● **Task requirements**:
Please return, exactly and only, the lines beginning at the top of the entries below and ending with the line containing "function stroke(path, color, width, dash)"; keep out the pictures.

● **Records provided**:
++++++++

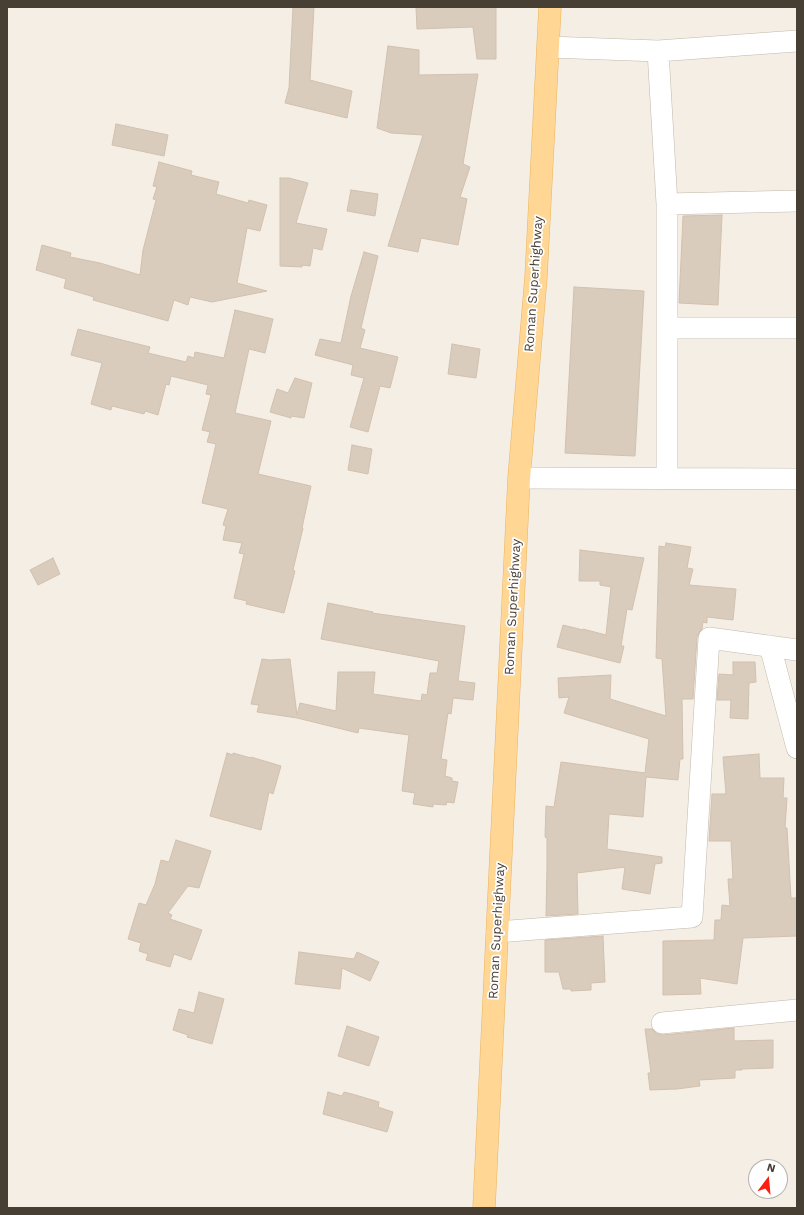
<!DOCTYPE html>
<html>
<head>
<meta charset="utf-8">
<style>
  body { margin:0 }
  #map { position:relative; width:804px; height:1215px; overflow:hidden; background:#f4eee5; font-family:"Work Sans",sans-serif }
  canvas { display:block }
  .frame { position:absolute; inset:0; border:8px solid #473e34; pointer-events:none }
  .north { position:absolute; left:748px; top:1159px; width:40px; height:40px; box-sizing:border-box; background:#fff; border:1px solid #b5b2ae; border-radius:50%; rotate:16deg; font-size:11px; font-weight:700; line-height:16px; text-align:center; color:#473e34 }
  .north::after { content:''; display:block; margin:auto; width:14px; height:18px; background:#ff1f11; clip-path:polygon(50% 0,100% 100%,50% 72%,0 100%) }
</style>
</head>
<body>
<div id="map">
<canvas width="804" height="1215"></canvas>
<div class="frame"></div>
<div class="north">N</div>
</div>
<script>
const ctx = document.querySelector('canvas').getContext('2d');
ctx.lineJoin = 'round';
function paint(path, color) { ctx.fillStyle = color; ctx.fill(path, 'evenodd'); }
const toPath = rows => new Path2D(rows.map(r => 'M' + r).join(''));
function stroke(path, color, width, dash) { ctx.strokeStyle = color; ctx.lineWidth = width; ctx.lineCap = dash ? 'butt' : 'round'; ctx.setLineDash(dash || []); ctx.stroke(path); }
function write(font, color, halo, rows, align = 'center') {
  ctx.font = font + ' "Work Sans",sans-serif'; ctx.lineWidth = 3.5; ctx.setLineDash([]); ctx.textBaseline = 'middle'; ctx.strokeStyle = halo; ctx.fillStyle = color; for (const [text, x, y, turn = 0] of rows) {
    ctx.save(); ctx.translate(x, y); ctx.rotate((+turn || 0) * Math.PI / 180); ctx.textAlign = isNaN(turn) ? turn : align; if (halo) ctx.strokeText(text, 0, 0); ctx.fillText(text, 0, 0); ctx.restore();
  }
}
const building = toPath([
  [293,7,314,7,310,80,352,91,347,118,285,103,289,88,293,7],
  [416,7,496,7,496,59,477,59,473,27,417,29,416,7],
  [388,46,419,50,419,75,478,74,463,164,470,167,460,197,467,199,458,245,421,238,418,252,388,246,423,135,391,133,377,128,388,46],
  [116,124,168,135,164,156,112,145,116,124],
  [159,162,192,171,191,175,219,182,216,194,248,203,249,200,267,205,260,231,247,228,237,283,267,291,212,302,190,297,188,305,174,300,168,321,93,300,94,297,64,288,66,279,36,270,42,245,71,253,70,257,100,263,140,275,143,250,156,200,153,199,157,187,153,186,159,162],
  [280,178,289,178,308,183,296,223,327,229,322,250,313,248,310,266,302,265,302,267,280,266,280,178],
  [351,190,378,194,375,216,347,211,351,190],
  [722,215,718,305,679,303,683,216,722,215],
  [364,252,378,256,361,328,365,330,360,348,398,357,390,388,380,386,368,432,350,427,364,378,351,375,353,365,315,355,320,339,341,343,351,296,364,252],
  [574,287,644,291,635,456,565,453,574,287],
  [235,310,273,319,265,353,249,349,235,413,271,421,258,474,311,486,302,528,303,528,293,570,295,571,284,613,246,604,247,601,234,598,244,554,239,553,242,543,223,540,226,526,223,525,228,509,202,503,216,444,207,442,210,432,202,430,211,395,206,394,208,385,171,376,169,385,166,384,158,415,145,411,144,414,112,406,111,410,91,404,102,363,71,355,78,329,150,347,148,353,186,362,188,356,194,358,195,352,224,358,235,310],
  [452,344,480,349,476,378,448,374,452,344],
  [295,378,312,383,304,418,291,416,291,418,270,412,277,389,288,393,295,378],
  [352,445,372,449,368,474,348,470,352,445],
  [666,543,691,547,687,568,693,569,689,585,736,589,733,620,707,617,707,623,703,622,702,629,699,632,697,637,693,699,682,699,683,759,680,759,678,780,646,777,643,817,609,814,607,849,662,857,662,863,655,864,650,894,622,889,625,867,577,873,578,914,546,916,547,866,547,838,545,837,546,806,554,807,561,762,645,773,649,739,564,713,569,697,559,698,558,678,611,675,610,699,666,716,662,659,656,658,659,546,665,547,666,543],
  [580,550,644,558,632,610,627,609,621,646,624,646,620,663,557,647,563,625,583,630,583,629,606,635,611,587,600,585,600,581,579,581,580,550],
  [53,558,60,574,38,585,30,570,53,558],
  [328,603,373,612,372,613,465,626,458,681,475,683,473,700,453,698,451,714,448,713,441,759,447,760,445,776,452,778,452,781,458,782,454,803,447,802,446,805,433,804,433,807,413,804,415,793,402,791,409,735,359,728,358,733,297,718,257,712,259,705,251,704,262,659,269,660,290,659,297,715,300,703,336,711,338,672,375,672,373,694,421,701,422,694,427,695,430,673,437,673,439,661,321,639,328,603],
  [733,662,755,662,756,682,749,683,748,719,730,718,731,700,717,700,719,674,733,675,733,662],
  [227,753,233,755,233,753,251,758,251,757,281,766,273,794,269,792,261,830,210,816,227,753],
  [759,754,760,778,784,778,783,798,787,798,785,828,787,828,791,898,797,898,797,936,743,938,737,984,700,978,701,994,663,995,663,941,714,940,715,920,721,920,722,905,730,906,728,879,733,879,731,841,709,841,712,794,726,794,723,757,759,754],
  [176,840,211,851,199,888,188,886,168,913,172,915,170,919,202,930,191,960,174,954,170,967,146,960,148,954,139,951,141,943,128,939,139,903,146,905,155,884,161,860,169,862,176,840],
  [603,936,605,982,591,983,591,990,571,991,571,989,563,989,559,972,545,972,545,940,603,936],
  [299,952,354,959,357,952,379,962,370,981,342,968,340,989,295,984,299,952],
  [199,992,224,999,212,1044,187,1037,188,1035,173,1030,179,1009,194,1013,199,992],
  [347,1026,379,1037,369,1066,338,1056,347,1026],
  [734,1028,734,1041,773,1040,773,1068,742,1069,742,1070,735,1070,735,1078,699,1080,700,1086,677,1089,650,1090,648,1073,651,1073,645,1029,652,1029,657,1034,663,1035,734,1028],
  [328,1092,342,1096,344,1092,352,1094,379,1102,378,1107,393,1112,387,1132,323,1114,328,1092]
]);
const minor = toPath([
  [548,47,658,51,797,41],
  [658,51,667,204,667,479],
  [667,204,797,201],
  [668,328,797,328],
  [519,478,797,479],
  [770,646,797,748],
  [497,932,692,917,709,638,797,650],
  [662,1023,797,1010]
]);
const primary = toPath([
  [484,1208,519,478,536,277,550,7]
]);
const streetNames = [
  ["Roman Superhighway",534,284,-86],
  ["Roman Superhighway",513,607,-87],
  ["Roman Superhighway",497,931,-87]
];
paint(building, '#d9ccbd');
stroke(building, '#d2c0ad', 1);
stroke(minor, '#c3b8aa', 22);
stroke(primary, '#ecb35c', 23);
stroke(minor, '#fff', 21);
stroke(primary, '#ffd693', 22);
write('13px', '#473e34', '#fff', streetNames);
</script>
</body>
</html>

++++++++

● **Response area**:
<!DOCTYPE html>
<html>
<head>
<meta charset="utf-8">
<style>
  body { margin:0 }
  #map { position:relative; width:804px; height:1215px; overflow:hidden; background:#f4eee5; font-family:"Work Sans",sans-serif }
  canvas { display:block }
  .frame { position:absolute; inset:0; border:8px solid #473e34; pointer-events:none }
  .north { position:absolute; left:748px; top:1159px; width:40px; height:40px; box-sizing:border-box; background:#fff; border:1px solid #b5b2ae; border-radius:50%; rotate:16deg; font-size:11px; font-weight:700; line-height:16px; text-align:center; color:#473e34 }
  .north::after { content:''; display:block; margin:auto; width:14px; height:18px; background:#ff1f11; clip-path:polygon(50% 0,100% 100%,50% 72%,0 100%) }
</style>
</head>
<body>
<div id="map">
<canvas width="804" height="1215"></canvas>
<div class="frame"></div>
<div class="north">N</div>
</div>
<script>
const ctx = document.querySelector('canvas').getContext('2d');
ctx.lineJoin = 'round';
function paint(path, color) { ctx.fillStyle = color; ctx.fill(path, 'evenodd'); }
const toPath = rows => new Path2D(rows.map(r => 'M' + r).join(''));
function stroke(path, color, width, dash) { ctx.strokeStyle = color; ctx.lineWidth = width; ctx.lineCap = dash ? 'butt' : 'round'; ctx.setLineDash(dash || []); ctx.stroke(path); }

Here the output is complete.